Segment Start: Recorded data

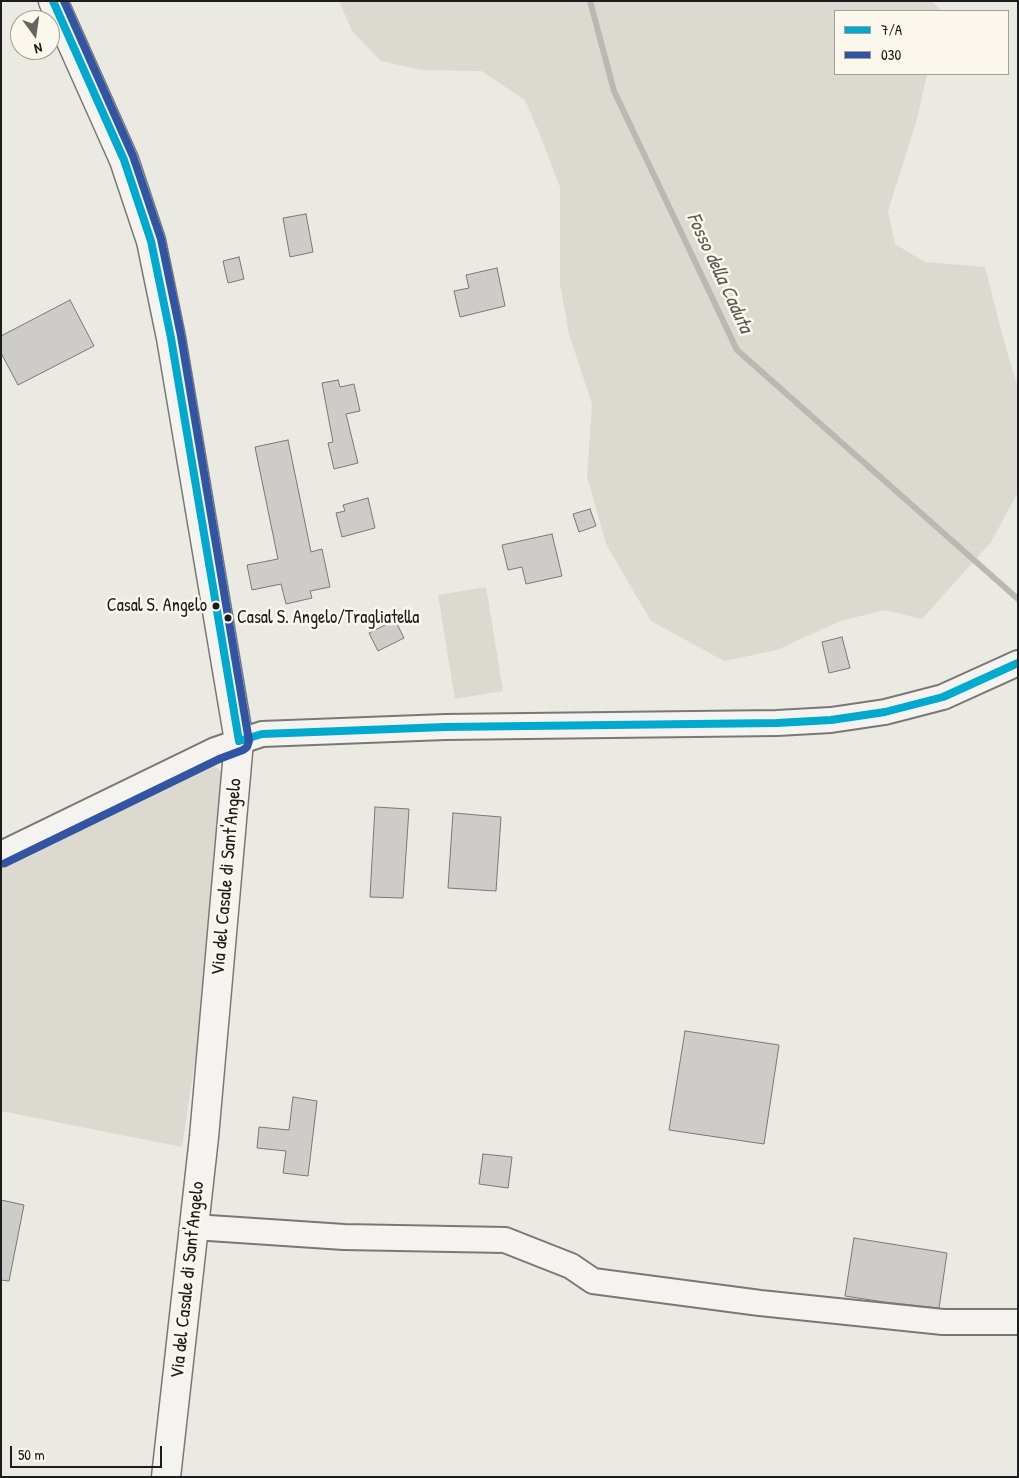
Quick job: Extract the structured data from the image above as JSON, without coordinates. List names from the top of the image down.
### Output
{
  "streets": {
    "main road": ["Via del Casale di Sant'Angelo"]
  },
  "water": ["Fosso della Caduta"],
  "places": ["Casal S. Angelo", "Casal S. Angelo/Tragliatella"],
  "lines": ["transit line 7/A", "transit line 030"],
  "legend": ["7/A", "030"],
  "scale_bar": "50 m",
  "north": "bottom"
}
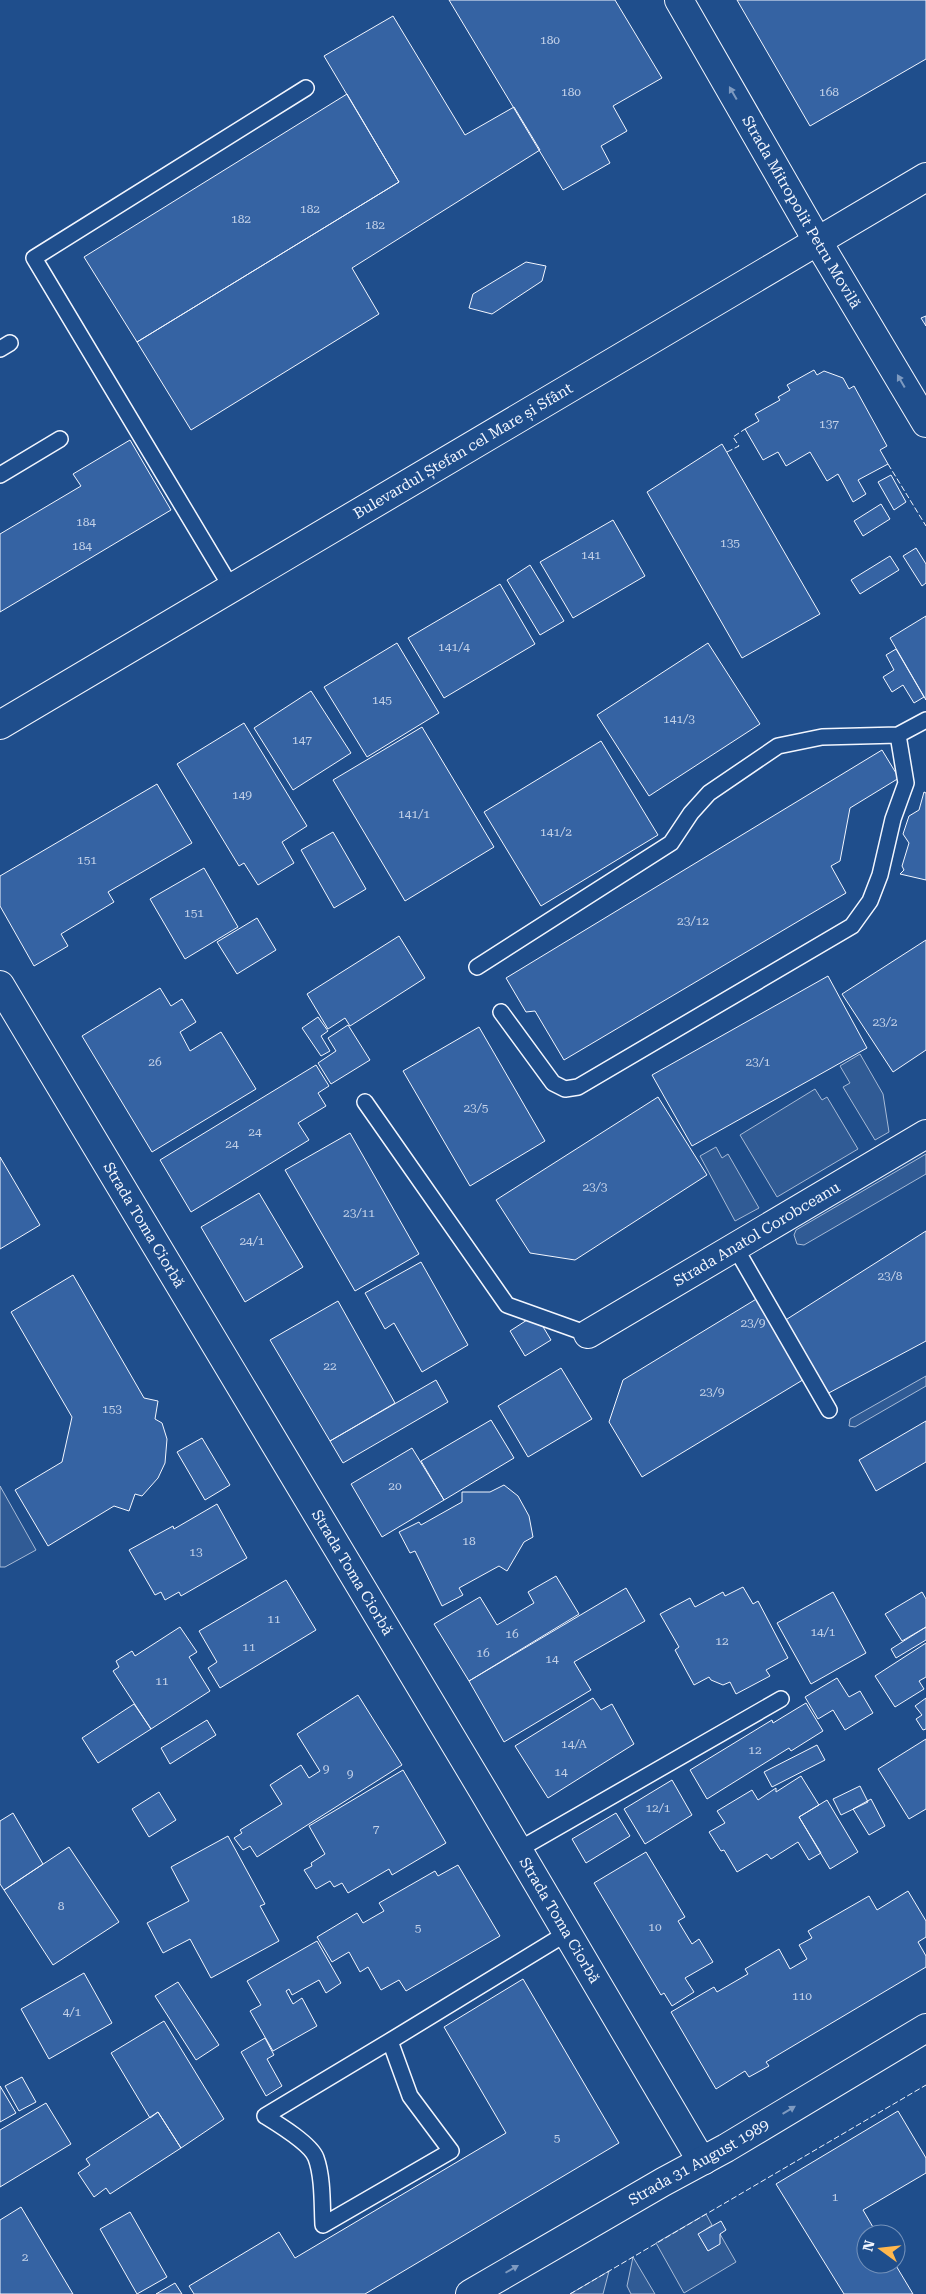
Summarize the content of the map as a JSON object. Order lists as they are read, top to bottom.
{
  "streets": {
    "street": [
      "Strada Mitropolit Petru Movilă",
      "Bulevardul Ștefan cel Mare și Sfânt",
      "Strada Toma Ciorbă",
      "Strada Anatol Corobceanu",
      "Strada 31 August 1989"
    ]
  },
  "crossings": [
    ["Strada Mitropolit Petru Movilă", "Bulevardul Ștefan cel Mare și Sfânt"],
    ["Strada Toma Ciorbă", "Strada 31 August 1989"]
  ],
  "one_way": ["Strada Mitropolit Petru Movilă", "Strada 31 August 1989"],
  "house_numbers": [
    "180",
    "180",
    "168",
    "182",
    "182",
    "182",
    "137",
    "184",
    "135",
    "184",
    "141",
    "141/4",
    "145",
    "141/3",
    "147",
    "149",
    "141/1",
    "141/2",
    "151",
    "151",
    "23/12",
    "23/2",
    "26",
    "23/1",
    "23/5",
    "24",
    "24",
    "23/3",
    "23/11",
    "24/1",
    "23/8",
    "23/9",
    "22",
    "23/9",
    "153",
    "20",
    "18",
    "13",
    "11",
    "14/1",
    "16",
    "12",
    "11",
    "16",
    "14",
    "11",
    "14/A",
    "12",
    "9",
    "14",
    "9",
    "12/1",
    "7",
    "8",
    "10",
    "5",
    "110",
    "4/1",
    "5",
    "1",
    "2"
  ],
  "north": "left"
}
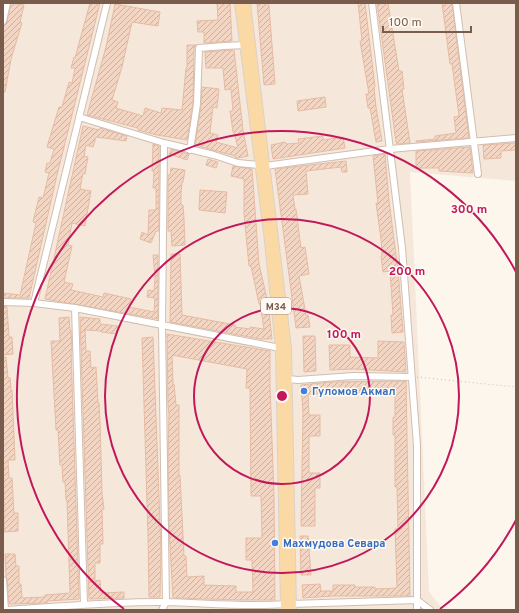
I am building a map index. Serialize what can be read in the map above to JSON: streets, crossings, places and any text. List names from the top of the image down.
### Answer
{
  "streets": {
    "main road": ["M34"]
  },
  "places": ["Гуломов Акмал", "Махмудова Севара"],
  "scale_bar": "100 m",
  "rings": ["300 m", "200 m", "100 m"]
}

Segment End: Recorded data

__What needs to be done__: From the first line to the last, return the material above exactly, apart from the pictures.

__Result of this task__:
Quick job: Extract the structured data from the image above as JSON, without coordinates. List names from the top of the image down.
### Output
{
  "streets": {
    "main road": ["Via del Casale di Sant'Angelo"]
  },
  "water": ["Fosso della Caduta"],
  "places": ["Casal S. Angelo", "Casal S. Angelo/Tragliatella"],
  "lines": ["transit line 7/A", "transit line 030"],
  "legend": ["7/A", "030"],
  "scale_bar": "50 m",
  "north": "bottom"
}
Summarize the content of the map as a JSON object. Order lists as they are read, top to bottom.
{
  "streets": {
    "street": [
      "Strada Mitropolit Petru Movilă",
      "Bulevardul Ștefan cel Mare și Sfânt",
      "Strada Toma Ciorbă",
      "Strada Anatol Corobceanu",
      "Strada 31 August 1989"
    ]
  },
  "crossings": [
    ["Strada Mitropolit Petru Movilă", "Bulevardul Ștefan cel Mare și Sfânt"],
    ["Strada Toma Ciorbă", "Strada 31 August 1989"]
  ],
  "one_way": ["Strada Mitropolit Petru Movilă", "Strada 31 August 1989"],
  "house_numbers": [
    "180",
    "180",
    "168",
    "182",
    "182",
    "182",
    "137",
    "184",
    "135",
    "184",
    "141",
    "141/4",
    "145",
    "141/3",
    "147",
    "149",
    "141/1",
    "141/2",
    "151",
    "151",
    "23/12",
    "23/2",
    "26",
    "23/1",
    "23/5",
    "24",
    "24",
    "23/3",
    "23/11",
    "24/1",
    "23/8",
    "23/9",
    "22",
    "23/9",
    "153",
    "20",
    "18",
    "13",
    "11",
    "14/1",
    "16",
    "12",
    "11",
    "16",
    "14",
    "11",
    "14/A",
    "12",
    "9",
    "14",
    "9",
    "12/1",
    "7",
    "8",
    "10",
    "5",
    "110",
    "4/1",
    "5",
    "1",
    "2"
  ],
  "north": "left"
}
I am building a map index. Serialize what can be read in the map above to JSON: streets, crossings, places and any text. List names from the top of the image down.
### Answer
{
  "streets": {
    "main road": ["M34"]
  },
  "places": ["Гуломов Акмал", "Махмудова Севара"],
  "scale_bar": "100 m",
  "rings": ["300 m", "200 m", "100 m"]
}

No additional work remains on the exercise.